Problem statement »
Where does the word "Cottonwood" show up in the records? Copy every line that holds it.

Saved entries »
----

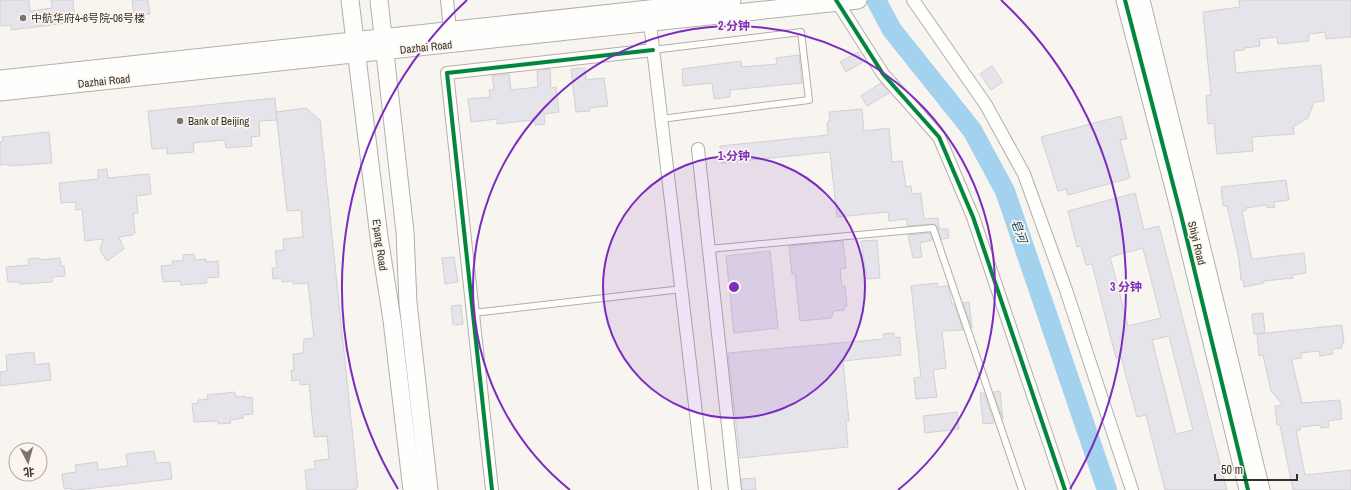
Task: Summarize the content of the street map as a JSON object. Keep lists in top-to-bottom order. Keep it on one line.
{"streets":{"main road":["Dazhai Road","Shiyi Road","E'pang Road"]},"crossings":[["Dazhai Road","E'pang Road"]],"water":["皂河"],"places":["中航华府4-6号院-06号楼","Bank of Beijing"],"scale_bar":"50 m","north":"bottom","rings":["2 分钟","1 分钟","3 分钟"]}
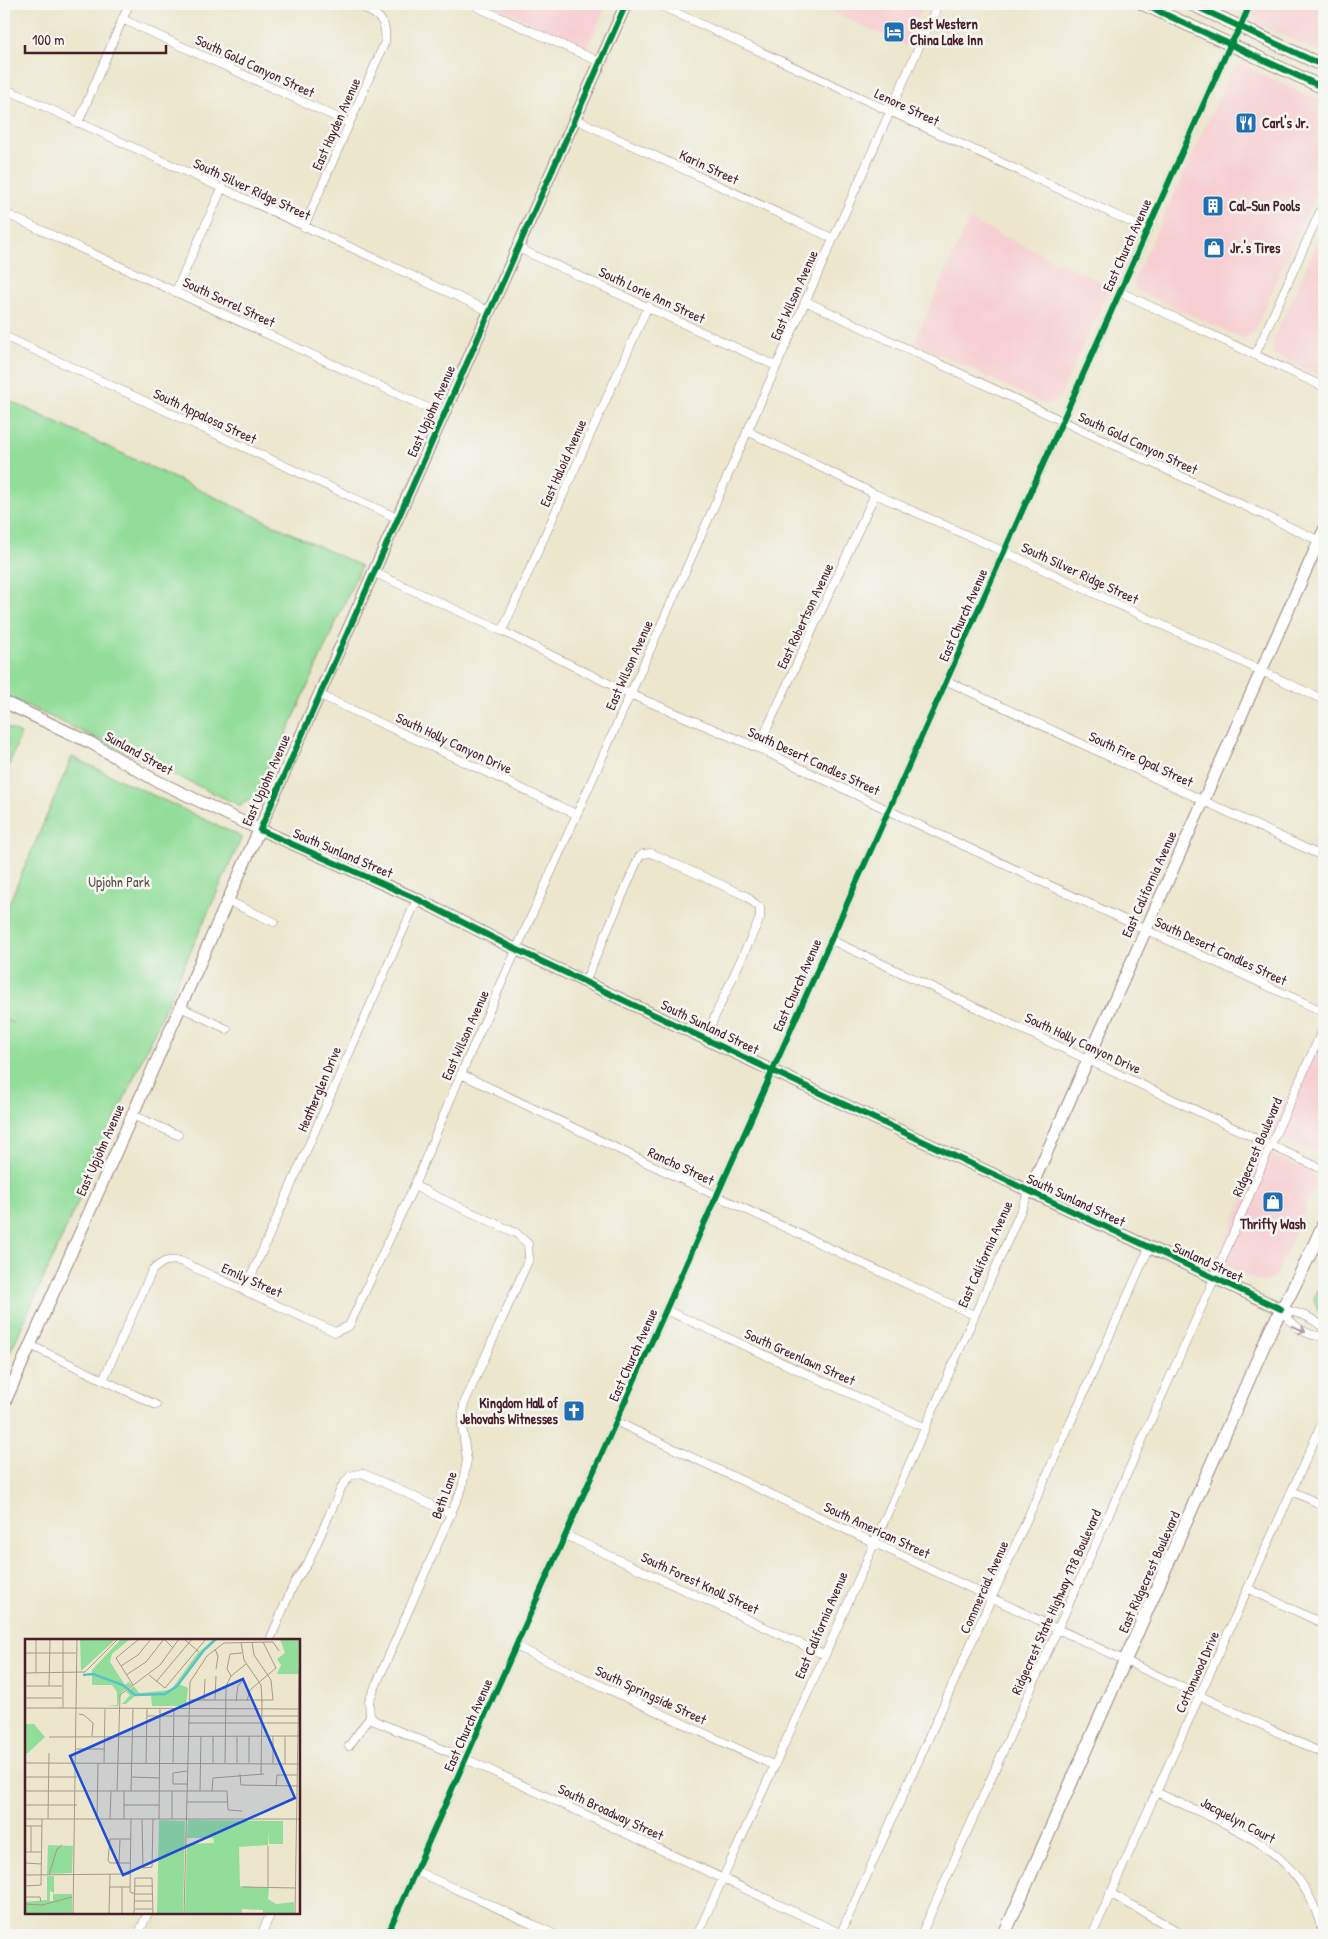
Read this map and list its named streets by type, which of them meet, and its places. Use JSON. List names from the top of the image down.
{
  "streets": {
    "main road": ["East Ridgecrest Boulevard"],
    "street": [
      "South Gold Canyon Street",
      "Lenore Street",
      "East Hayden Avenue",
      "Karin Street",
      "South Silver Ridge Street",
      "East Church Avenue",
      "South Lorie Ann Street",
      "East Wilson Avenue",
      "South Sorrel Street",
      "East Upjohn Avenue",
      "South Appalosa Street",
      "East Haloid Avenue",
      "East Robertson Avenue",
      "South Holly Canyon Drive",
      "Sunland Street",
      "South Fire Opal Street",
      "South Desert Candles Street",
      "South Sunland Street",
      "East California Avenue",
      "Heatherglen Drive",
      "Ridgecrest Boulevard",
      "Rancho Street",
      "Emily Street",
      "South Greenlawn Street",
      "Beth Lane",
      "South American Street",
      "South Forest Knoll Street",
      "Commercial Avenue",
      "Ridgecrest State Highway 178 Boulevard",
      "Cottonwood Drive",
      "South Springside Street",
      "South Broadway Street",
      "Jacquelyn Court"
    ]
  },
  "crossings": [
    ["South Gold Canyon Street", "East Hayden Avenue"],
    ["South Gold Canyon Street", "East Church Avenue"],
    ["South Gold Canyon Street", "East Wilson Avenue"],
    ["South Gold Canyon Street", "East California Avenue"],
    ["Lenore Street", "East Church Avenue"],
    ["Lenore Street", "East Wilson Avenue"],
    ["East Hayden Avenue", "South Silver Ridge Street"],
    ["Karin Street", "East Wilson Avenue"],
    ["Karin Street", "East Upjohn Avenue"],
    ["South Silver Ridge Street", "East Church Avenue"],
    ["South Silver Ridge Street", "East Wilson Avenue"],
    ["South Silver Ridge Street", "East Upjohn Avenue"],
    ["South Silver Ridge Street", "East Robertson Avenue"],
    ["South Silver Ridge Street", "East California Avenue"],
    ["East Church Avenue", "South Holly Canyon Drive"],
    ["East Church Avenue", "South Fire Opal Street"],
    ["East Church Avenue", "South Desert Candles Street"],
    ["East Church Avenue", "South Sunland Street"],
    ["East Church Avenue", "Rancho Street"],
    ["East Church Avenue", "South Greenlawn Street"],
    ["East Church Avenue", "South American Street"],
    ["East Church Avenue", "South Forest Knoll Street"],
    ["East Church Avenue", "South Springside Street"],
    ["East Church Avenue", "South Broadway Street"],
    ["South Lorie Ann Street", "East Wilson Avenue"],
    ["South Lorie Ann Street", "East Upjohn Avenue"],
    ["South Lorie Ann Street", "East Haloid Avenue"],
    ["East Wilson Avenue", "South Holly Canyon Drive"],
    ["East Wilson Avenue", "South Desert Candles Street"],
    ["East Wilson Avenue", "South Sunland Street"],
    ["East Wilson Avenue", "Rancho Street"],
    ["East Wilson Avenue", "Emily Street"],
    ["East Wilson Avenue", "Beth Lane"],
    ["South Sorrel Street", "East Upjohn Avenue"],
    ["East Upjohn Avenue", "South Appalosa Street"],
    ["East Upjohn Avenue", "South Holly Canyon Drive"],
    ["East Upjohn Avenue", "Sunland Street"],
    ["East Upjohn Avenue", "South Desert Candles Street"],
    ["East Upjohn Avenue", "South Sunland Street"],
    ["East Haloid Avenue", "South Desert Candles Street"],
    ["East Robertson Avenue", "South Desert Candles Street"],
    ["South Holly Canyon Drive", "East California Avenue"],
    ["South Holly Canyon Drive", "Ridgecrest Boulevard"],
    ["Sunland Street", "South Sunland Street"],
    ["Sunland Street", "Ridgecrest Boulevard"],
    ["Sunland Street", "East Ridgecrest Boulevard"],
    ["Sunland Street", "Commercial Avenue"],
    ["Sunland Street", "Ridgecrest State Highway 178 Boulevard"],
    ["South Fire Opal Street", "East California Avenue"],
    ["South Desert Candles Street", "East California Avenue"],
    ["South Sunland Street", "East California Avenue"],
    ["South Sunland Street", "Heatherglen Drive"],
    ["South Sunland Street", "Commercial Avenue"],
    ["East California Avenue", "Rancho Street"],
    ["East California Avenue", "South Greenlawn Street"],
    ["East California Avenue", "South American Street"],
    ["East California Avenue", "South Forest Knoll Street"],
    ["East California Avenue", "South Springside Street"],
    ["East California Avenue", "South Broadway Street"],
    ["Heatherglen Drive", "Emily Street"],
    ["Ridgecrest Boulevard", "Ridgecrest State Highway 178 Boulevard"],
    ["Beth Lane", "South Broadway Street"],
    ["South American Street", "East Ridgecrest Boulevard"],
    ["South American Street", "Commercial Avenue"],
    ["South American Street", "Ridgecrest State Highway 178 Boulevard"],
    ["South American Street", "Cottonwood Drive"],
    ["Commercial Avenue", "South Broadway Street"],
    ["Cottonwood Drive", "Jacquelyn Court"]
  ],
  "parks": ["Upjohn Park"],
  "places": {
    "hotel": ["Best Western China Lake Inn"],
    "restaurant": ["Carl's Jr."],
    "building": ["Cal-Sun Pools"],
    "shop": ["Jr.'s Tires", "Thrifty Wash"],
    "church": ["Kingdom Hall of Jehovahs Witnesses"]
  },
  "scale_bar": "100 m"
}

----

Reply to the exercise »
      "Cottonwood Drive",
    ["South American Street", "Cottonwood Drive"],
    ["Cottonwood Drive", "Jacquelyn Court"]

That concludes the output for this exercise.